S Voice is a voice control assistant application that resembles Apple’s Siri. Just like the iPhone feature, S Voice has a “tap to talk” microphone icon interface that can perform task like making a call, setting an alarm, giving you the weather, controlling music playback or taking a picture. For the most part though, just like Siri, I had to repeat what I wanted a couple of times and even then I wasn’t guaranteed a right answer. Most of the time I think it’s just quicker to navigate to the feature you want on your phone manually then through voice control.

S Memo

This Samsung feature allows you to design both text or scribble hand drawn notes. It’s has more options than Apple’s Notes app, with a range of pens and colors to pick from, as well as its ability to allow hand written notes, not just typed text. You can also attach photos to memos, encrypt your private memos and add an audio recording too – pretty handy if you like to record a meeting, seminar or lecture as you take notes.

S Planner

This is the Samsung Galaxy S3 calendar app that comes with some cool features. For example, you can pinch to quickly zoom in and out from day view, to week, to month and to year.  S Planner can also directly synchronize with Google Calendar. Among other you can set reminders, add event participants, and link the app with S Memo, so you can attach notes along with your calendar appointments.

Battery Performance

The Samsung Galaxy S3 comes with a removable 2100mAh battery. A full brightness, the S3 will run through your battery life fairly quickly, so keep an eye on your battery icon at the top corner of the screen. Ideally on any smartphone, you should avoid full brightness for long periods of time.

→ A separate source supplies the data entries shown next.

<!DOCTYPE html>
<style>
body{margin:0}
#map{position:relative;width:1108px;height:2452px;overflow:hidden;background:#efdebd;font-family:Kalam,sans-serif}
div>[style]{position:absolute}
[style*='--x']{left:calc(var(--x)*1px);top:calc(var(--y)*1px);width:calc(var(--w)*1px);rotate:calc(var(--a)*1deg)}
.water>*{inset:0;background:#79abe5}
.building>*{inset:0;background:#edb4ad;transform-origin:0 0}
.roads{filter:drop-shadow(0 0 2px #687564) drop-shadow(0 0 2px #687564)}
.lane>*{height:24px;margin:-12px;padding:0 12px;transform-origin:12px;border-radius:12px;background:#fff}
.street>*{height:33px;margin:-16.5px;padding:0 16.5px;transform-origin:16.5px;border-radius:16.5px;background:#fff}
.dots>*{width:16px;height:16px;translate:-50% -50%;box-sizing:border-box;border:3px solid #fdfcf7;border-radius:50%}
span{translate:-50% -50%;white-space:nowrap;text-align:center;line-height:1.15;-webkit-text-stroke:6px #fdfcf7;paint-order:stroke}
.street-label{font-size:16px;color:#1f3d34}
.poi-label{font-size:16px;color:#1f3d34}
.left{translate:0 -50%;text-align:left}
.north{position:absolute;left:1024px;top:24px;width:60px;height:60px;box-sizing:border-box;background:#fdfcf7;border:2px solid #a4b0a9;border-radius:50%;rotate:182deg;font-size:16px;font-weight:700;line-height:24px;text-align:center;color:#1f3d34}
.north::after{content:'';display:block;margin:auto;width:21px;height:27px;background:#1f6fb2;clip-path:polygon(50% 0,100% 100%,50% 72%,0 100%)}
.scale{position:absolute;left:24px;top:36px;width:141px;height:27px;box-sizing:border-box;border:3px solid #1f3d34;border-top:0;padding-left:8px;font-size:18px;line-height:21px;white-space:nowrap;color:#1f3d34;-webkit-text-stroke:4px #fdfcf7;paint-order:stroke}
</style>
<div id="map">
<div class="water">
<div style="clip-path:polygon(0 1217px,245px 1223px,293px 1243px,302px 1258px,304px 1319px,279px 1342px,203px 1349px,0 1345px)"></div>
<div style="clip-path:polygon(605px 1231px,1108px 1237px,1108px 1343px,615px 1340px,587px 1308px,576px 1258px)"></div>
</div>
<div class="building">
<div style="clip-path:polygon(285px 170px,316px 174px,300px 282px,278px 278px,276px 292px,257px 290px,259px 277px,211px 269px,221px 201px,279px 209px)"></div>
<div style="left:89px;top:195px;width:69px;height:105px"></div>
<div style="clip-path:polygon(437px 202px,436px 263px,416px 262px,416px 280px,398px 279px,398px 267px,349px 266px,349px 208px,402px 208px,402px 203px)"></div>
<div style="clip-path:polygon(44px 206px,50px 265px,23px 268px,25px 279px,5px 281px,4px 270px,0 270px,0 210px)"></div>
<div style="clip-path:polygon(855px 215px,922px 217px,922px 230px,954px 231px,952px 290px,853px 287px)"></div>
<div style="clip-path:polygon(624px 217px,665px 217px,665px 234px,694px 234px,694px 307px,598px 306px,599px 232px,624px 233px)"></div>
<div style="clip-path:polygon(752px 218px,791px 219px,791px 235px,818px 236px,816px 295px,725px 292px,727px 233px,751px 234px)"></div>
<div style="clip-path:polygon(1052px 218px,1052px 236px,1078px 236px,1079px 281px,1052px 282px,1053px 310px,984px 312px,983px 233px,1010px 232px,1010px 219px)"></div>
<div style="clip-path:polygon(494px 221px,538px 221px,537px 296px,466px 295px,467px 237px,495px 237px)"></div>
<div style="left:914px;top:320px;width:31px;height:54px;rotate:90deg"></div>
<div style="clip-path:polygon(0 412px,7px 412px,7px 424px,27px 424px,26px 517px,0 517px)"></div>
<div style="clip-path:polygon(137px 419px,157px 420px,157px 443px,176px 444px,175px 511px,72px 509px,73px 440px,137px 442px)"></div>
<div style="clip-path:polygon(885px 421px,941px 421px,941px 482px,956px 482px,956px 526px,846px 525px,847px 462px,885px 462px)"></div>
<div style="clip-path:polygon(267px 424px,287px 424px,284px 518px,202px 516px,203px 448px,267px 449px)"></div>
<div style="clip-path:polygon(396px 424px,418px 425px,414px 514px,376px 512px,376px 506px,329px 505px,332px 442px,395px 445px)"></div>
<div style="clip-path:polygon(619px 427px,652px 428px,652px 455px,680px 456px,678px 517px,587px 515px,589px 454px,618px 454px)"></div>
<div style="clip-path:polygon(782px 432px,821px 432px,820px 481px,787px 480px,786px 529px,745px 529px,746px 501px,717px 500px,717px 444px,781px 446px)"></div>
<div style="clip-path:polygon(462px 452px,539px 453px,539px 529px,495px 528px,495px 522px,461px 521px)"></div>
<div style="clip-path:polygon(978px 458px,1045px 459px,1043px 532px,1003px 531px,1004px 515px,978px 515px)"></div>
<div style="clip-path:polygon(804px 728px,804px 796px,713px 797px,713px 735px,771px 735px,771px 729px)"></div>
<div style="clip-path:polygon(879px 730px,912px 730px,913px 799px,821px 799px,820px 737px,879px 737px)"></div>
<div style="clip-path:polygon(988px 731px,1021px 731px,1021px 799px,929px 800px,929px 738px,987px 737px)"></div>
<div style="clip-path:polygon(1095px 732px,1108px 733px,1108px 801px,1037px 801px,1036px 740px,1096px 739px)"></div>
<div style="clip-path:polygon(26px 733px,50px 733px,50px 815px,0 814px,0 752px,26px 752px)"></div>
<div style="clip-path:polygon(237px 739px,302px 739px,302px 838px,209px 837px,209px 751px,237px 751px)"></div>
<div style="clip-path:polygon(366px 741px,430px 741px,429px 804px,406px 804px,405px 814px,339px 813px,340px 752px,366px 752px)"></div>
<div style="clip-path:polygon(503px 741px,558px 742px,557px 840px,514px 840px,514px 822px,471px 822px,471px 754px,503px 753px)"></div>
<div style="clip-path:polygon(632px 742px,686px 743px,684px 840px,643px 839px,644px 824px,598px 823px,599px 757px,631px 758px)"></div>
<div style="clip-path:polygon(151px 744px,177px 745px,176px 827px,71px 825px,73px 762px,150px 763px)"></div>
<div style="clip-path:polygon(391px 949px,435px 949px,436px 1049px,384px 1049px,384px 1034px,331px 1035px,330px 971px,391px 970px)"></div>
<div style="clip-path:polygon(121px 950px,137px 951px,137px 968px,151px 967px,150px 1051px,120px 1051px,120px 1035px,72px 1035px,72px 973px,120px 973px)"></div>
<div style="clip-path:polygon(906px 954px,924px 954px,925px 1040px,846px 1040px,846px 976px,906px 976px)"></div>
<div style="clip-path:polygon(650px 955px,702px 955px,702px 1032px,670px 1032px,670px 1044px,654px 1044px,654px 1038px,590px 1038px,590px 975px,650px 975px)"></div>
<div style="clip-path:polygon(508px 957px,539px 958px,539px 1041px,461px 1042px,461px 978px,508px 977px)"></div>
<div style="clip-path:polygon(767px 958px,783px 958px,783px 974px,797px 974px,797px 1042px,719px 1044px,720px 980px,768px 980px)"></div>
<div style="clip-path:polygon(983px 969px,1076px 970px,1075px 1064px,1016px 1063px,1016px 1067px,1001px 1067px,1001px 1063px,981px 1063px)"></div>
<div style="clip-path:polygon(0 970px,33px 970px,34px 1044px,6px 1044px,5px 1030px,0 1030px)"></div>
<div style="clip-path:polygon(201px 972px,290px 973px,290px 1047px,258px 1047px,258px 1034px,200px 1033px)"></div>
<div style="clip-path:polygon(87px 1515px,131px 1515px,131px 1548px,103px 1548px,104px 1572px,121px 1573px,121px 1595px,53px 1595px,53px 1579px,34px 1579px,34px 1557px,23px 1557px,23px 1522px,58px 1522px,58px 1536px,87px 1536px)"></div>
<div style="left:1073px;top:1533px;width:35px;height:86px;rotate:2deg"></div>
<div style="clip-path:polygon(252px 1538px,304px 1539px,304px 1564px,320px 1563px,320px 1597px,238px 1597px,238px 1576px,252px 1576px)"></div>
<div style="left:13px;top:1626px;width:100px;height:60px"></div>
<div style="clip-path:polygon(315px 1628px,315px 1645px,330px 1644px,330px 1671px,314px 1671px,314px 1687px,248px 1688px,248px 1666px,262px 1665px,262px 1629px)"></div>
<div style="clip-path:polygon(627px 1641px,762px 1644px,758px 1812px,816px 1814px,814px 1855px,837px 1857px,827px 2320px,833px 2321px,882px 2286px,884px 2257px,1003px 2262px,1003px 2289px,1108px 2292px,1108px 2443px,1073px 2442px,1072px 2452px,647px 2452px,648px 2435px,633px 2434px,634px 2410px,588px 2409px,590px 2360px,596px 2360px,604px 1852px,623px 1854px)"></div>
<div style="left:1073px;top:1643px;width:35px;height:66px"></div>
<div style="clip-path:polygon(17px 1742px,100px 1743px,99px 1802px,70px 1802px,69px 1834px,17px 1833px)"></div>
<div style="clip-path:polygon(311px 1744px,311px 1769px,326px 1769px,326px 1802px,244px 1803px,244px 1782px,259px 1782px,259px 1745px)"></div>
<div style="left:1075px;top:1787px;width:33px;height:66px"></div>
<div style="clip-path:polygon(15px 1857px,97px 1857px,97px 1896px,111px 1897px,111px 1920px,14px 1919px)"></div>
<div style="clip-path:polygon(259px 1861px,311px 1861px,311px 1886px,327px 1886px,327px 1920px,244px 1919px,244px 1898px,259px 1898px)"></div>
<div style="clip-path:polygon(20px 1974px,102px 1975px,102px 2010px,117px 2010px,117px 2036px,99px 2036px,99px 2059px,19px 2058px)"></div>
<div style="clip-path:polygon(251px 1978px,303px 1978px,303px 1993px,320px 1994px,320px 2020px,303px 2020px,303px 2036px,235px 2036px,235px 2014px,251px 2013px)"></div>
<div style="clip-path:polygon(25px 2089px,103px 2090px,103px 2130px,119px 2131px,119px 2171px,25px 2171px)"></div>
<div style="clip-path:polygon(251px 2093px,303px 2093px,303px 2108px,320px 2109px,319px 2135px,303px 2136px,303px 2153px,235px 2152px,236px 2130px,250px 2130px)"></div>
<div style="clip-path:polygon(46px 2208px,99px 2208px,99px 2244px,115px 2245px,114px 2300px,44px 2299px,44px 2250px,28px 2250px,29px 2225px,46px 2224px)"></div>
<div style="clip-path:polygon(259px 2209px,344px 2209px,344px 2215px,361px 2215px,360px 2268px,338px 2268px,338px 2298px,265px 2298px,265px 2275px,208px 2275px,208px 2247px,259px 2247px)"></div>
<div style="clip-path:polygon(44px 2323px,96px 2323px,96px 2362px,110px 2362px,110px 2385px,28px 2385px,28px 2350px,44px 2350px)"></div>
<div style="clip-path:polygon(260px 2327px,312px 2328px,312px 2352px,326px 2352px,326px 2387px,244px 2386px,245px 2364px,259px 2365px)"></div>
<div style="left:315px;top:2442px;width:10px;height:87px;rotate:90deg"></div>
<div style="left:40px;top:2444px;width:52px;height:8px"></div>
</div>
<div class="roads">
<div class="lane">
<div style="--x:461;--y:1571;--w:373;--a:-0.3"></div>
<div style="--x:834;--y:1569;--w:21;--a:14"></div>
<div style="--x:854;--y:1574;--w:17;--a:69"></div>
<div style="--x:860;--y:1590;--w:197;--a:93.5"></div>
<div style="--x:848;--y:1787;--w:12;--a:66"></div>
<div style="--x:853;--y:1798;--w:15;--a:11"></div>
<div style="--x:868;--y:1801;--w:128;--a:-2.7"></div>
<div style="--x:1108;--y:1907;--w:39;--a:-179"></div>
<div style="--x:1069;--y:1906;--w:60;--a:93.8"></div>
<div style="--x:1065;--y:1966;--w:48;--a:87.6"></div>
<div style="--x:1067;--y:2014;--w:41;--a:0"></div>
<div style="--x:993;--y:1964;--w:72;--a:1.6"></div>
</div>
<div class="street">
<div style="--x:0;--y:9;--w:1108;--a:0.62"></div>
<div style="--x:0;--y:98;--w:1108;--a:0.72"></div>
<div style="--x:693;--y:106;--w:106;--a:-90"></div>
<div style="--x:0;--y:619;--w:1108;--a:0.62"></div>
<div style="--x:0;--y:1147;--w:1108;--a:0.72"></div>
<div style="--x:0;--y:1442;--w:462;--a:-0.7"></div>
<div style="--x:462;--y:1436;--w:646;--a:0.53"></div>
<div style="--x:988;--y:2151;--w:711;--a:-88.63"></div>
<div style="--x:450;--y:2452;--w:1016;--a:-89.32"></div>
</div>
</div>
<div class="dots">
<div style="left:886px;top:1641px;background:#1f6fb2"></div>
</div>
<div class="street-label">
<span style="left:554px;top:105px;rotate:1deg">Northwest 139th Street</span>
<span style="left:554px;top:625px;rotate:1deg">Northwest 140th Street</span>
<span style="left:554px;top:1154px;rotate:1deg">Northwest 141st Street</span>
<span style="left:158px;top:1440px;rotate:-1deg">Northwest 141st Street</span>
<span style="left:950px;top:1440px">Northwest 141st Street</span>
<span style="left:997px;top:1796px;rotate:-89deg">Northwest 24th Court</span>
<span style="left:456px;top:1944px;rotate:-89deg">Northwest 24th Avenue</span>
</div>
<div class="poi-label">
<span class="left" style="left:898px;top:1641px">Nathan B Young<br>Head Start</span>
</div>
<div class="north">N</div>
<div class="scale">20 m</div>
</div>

With the display set to 50 percent brightness, the S3 battery dropped from 100 percent to 60 percent just after around 4 hours of streaming HD video over a Wi-Fi connection. By comparison, the HTC One X went down to 30 percent battery in the same test. So assuming that you don’t crank up the screen brightness all the way, you should be able to get 6 to 7 hours of video streaming on a single charge.

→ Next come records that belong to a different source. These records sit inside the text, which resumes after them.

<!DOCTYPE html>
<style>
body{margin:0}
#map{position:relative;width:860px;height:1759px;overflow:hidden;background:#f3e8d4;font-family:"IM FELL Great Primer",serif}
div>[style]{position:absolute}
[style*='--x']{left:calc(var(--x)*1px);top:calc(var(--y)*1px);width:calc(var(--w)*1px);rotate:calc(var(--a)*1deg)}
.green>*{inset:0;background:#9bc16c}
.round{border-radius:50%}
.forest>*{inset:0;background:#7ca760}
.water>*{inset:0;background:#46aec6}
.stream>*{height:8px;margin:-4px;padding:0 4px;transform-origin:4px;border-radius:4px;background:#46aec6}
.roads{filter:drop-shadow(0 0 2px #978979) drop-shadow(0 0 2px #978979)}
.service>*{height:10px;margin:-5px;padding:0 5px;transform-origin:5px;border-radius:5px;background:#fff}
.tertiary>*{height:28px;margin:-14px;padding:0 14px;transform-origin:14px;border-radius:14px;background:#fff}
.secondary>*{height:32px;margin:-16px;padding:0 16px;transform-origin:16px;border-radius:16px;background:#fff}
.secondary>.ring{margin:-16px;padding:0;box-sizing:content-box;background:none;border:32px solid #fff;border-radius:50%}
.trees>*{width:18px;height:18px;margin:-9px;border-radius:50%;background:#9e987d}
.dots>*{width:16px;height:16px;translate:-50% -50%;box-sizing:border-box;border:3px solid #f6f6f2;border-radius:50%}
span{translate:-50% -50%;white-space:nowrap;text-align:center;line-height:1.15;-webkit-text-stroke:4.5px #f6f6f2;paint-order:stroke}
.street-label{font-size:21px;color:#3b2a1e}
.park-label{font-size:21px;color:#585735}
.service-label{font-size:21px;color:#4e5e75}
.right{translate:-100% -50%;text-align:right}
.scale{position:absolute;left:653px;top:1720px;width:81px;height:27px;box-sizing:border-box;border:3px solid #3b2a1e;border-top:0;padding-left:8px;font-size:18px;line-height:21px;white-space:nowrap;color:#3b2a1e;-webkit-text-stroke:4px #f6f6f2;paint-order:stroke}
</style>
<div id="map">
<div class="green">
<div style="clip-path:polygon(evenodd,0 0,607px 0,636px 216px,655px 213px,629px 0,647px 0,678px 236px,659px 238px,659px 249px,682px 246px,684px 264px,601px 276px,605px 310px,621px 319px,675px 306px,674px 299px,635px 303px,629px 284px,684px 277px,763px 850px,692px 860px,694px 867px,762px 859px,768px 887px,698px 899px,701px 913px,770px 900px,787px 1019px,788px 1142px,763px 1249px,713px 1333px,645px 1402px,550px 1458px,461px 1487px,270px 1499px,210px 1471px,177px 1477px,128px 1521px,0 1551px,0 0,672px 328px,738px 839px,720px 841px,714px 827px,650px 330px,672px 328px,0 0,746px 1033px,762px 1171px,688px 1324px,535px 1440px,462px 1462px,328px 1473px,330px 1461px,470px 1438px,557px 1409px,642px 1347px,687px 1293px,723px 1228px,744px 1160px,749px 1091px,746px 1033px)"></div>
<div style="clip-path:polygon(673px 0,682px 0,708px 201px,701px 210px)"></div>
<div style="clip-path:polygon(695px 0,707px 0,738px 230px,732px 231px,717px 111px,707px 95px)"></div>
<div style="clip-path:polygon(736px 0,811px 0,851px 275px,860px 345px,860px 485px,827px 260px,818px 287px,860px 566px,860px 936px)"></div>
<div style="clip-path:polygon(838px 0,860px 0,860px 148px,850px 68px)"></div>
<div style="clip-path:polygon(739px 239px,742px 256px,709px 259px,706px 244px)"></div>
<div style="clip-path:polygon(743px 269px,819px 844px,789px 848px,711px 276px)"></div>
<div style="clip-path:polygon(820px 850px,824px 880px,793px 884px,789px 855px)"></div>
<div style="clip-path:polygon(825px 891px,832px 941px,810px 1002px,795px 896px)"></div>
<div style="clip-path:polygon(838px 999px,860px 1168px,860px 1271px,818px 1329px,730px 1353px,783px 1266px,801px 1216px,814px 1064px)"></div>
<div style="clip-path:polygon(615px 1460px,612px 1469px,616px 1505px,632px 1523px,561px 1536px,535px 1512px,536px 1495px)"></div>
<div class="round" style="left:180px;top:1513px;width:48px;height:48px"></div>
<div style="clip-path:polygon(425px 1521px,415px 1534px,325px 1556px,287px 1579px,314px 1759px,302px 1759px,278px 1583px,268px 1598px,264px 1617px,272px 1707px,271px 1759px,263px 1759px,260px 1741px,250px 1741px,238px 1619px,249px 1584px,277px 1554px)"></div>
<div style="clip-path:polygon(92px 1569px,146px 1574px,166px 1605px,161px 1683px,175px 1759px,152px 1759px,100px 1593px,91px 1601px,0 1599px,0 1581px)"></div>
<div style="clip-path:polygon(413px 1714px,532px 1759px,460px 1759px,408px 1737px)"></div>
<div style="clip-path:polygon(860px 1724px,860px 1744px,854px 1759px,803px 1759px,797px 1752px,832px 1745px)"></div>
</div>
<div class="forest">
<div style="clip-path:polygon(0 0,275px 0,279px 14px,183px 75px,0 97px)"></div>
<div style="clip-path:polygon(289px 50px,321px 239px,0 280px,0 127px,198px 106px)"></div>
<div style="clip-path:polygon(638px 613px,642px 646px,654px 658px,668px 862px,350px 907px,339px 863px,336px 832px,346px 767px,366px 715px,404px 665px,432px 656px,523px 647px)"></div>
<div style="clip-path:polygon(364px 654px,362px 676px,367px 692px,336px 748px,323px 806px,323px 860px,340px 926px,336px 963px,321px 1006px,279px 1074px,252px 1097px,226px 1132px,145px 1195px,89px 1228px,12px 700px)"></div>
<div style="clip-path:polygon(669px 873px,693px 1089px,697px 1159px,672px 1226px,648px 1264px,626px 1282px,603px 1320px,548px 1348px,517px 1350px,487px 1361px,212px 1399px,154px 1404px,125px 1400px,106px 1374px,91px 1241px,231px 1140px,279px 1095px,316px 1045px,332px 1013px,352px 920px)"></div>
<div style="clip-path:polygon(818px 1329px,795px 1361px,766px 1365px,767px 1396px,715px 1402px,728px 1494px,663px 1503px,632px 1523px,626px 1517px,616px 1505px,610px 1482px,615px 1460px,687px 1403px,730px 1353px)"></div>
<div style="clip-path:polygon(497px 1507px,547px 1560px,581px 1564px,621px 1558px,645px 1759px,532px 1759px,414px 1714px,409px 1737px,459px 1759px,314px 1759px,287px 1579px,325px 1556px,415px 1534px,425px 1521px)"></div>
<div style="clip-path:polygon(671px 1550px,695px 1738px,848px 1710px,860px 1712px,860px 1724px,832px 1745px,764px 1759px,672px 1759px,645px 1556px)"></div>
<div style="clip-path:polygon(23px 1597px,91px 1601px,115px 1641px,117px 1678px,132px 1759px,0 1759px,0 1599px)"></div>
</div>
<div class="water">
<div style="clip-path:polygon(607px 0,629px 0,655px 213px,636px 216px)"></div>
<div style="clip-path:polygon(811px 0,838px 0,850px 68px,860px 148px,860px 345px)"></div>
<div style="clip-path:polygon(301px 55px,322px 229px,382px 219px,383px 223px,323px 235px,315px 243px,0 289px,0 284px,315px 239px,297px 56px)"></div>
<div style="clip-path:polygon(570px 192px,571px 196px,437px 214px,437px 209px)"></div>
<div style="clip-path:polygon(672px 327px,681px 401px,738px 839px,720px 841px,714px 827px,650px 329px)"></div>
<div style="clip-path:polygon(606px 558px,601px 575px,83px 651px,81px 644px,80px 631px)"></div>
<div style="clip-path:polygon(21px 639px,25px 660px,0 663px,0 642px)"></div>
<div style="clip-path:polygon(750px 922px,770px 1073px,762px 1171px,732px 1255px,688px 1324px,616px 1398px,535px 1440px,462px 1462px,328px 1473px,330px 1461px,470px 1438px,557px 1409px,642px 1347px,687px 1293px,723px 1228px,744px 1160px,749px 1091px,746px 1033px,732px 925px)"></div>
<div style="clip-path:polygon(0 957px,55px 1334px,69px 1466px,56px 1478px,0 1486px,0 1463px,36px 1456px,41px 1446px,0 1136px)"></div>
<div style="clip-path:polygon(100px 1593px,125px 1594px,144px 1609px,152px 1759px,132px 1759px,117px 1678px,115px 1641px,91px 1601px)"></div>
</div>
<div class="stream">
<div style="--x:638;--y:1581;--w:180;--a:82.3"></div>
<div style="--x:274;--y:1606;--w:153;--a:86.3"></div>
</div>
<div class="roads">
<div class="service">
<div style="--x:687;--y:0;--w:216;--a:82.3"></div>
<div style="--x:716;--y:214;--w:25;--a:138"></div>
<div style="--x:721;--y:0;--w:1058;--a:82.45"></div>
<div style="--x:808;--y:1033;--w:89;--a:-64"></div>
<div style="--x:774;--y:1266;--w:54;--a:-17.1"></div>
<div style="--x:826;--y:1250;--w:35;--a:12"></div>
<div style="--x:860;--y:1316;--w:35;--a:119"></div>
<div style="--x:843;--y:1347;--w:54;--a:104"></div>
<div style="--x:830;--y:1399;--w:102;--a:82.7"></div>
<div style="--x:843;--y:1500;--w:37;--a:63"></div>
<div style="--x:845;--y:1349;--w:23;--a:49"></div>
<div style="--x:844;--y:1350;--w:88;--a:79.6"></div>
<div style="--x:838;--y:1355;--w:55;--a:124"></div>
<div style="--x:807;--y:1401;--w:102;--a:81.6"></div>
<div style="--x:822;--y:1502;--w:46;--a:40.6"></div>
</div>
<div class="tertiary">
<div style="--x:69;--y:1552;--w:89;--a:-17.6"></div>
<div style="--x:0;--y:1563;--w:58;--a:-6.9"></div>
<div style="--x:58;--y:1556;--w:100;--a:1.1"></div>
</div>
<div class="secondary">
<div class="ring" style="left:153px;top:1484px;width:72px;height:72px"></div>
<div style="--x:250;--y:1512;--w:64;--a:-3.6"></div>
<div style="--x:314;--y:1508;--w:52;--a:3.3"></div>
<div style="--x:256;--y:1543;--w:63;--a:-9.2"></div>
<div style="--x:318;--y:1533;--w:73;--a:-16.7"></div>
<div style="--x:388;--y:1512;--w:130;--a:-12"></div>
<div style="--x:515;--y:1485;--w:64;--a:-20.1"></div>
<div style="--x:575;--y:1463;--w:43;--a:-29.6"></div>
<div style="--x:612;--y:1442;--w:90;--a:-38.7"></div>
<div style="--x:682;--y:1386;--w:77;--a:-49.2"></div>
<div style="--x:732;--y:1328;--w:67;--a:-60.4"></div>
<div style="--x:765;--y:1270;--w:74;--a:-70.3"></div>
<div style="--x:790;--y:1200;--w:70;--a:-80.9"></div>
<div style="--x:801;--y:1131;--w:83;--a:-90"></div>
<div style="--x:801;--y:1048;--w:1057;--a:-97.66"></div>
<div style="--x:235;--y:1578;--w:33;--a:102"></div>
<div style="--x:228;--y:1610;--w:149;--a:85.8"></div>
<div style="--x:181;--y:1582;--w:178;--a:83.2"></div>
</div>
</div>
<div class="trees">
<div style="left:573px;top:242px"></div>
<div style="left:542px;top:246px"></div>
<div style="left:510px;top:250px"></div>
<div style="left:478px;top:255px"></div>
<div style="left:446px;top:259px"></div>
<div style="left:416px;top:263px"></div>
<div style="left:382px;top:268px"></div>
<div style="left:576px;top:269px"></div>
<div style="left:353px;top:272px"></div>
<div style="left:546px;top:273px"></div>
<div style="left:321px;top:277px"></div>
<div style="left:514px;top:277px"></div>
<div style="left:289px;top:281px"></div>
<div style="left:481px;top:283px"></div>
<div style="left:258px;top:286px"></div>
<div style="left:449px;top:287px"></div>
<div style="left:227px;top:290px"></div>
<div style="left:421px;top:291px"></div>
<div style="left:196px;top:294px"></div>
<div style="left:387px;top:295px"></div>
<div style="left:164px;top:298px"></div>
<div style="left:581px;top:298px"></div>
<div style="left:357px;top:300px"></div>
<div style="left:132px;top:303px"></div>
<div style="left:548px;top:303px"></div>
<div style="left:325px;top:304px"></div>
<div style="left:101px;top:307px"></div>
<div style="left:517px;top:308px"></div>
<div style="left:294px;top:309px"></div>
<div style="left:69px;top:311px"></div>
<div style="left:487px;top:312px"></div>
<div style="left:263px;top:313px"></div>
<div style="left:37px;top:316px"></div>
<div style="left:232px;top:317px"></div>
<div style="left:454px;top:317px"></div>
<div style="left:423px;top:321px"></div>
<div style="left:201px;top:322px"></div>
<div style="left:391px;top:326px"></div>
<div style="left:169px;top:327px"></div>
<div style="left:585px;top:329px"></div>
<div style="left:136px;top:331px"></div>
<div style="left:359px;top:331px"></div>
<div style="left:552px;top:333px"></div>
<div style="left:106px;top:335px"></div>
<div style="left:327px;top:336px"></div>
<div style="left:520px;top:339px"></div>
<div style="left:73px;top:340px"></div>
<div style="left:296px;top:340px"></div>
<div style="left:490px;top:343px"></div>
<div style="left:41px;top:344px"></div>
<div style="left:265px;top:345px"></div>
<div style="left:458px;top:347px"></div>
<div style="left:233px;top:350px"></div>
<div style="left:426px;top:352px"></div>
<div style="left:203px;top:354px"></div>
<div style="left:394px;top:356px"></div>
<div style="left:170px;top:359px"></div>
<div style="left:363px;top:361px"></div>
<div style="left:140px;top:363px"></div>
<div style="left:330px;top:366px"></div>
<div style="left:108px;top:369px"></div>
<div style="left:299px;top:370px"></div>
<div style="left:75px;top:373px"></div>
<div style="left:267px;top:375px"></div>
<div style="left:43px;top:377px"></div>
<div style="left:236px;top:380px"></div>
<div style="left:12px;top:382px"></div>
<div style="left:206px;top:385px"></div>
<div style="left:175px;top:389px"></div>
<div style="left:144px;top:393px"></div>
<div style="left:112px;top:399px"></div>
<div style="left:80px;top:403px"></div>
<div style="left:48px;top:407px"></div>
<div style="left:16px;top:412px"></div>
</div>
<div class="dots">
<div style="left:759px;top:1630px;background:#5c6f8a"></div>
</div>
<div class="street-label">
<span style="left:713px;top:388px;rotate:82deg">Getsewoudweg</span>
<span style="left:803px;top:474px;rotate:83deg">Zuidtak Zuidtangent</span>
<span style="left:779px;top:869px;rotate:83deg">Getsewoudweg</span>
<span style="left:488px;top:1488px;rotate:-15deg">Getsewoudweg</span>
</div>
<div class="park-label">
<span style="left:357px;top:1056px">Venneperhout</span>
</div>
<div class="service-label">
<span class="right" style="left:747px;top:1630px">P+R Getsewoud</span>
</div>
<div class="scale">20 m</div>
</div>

Expect to have to charge your phone every single night – perhaps even sooner if you’re a smartphone junky like me. Something interesting to note is that the Galaxy S3 charges a lot slower over a USB connection. So if you need a lot more power on a quick charge, I’d suggest hooking it up to a wall socket.

Samsung also included a “power saver mode” feature that automatically limits CPU performance, dims the screen, change the background color in web browsing and turns off haptic feedback (tactile vibrations).

But, you could argue that the whole point of getting the phone in the first place is to take advantage of these features, which then brings us to the question of whether a quad core processor isn’t overkill for a smartphone. But the Samsung S3’s performance does make it quite fun to use.

Final Verdict

With applications downloading and launching super quick, HD video playing smoothly and menus and gallery photos reacting simultaneously to your finger gestures, the Samsung Galaxy S3 has certainly proven itself as one of the top smartphones of 2012.